GIVEN INFORMATION:
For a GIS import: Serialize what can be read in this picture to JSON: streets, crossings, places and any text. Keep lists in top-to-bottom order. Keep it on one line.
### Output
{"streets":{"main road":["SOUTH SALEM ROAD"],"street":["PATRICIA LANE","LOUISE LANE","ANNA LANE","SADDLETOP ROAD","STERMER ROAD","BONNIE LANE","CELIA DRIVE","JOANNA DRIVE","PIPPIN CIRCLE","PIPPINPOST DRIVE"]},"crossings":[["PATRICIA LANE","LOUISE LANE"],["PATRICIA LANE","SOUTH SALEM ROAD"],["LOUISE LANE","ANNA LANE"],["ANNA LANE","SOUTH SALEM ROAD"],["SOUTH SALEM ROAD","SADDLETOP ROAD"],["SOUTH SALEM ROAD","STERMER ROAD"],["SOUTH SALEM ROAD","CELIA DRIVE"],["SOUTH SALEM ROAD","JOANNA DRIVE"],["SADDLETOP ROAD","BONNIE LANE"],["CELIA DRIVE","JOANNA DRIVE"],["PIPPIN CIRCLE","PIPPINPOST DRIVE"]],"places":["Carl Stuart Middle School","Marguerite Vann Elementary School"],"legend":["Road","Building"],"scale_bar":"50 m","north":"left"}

TASK PROMPT: Restate the entire listing verbatim.

TASK OUTPUT:
For a GIS import: Serialize what can be read in this picture to JSON: streets, crossings, places and any text. Keep lists in top-to-bottom order. Keep it on one line.
### Output
{"streets":{"main road":["SOUTH SALEM ROAD"],"street":["PATRICIA LANE","LOUISE LANE","ANNA LANE","SADDLETOP ROAD","STERMER ROAD","BONNIE LANE","CELIA DRIVE","JOANNA DRIVE","PIPPIN CIRCLE","PIPPINPOST DRIVE"]},"crossings":[["PATRICIA LANE","LOUISE LANE"],["PATRICIA LANE","SOUTH SALEM ROAD"],["LOUISE LANE","ANNA LANE"],["ANNA LANE","SOUTH SALEM ROAD"],["SOUTH SALEM ROAD","SADDLETOP ROAD"],["SOUTH SALEM ROAD","STERMER ROAD"],["SOUTH SALEM ROAD","CELIA DRIVE"],["SOUTH SALEM ROAD","JOANNA DRIVE"],["SADDLETOP ROAD","BONNIE LANE"],["CELIA DRIVE","JOANNA DRIVE"],["PIPPIN CIRCLE","PIPPINPOST DRIVE"]],"places":["Carl Stuart Middle School","Marguerite Vann Elementary School"],"legend":["Road","Building"],"scale_bar":"50 m","north":"left"}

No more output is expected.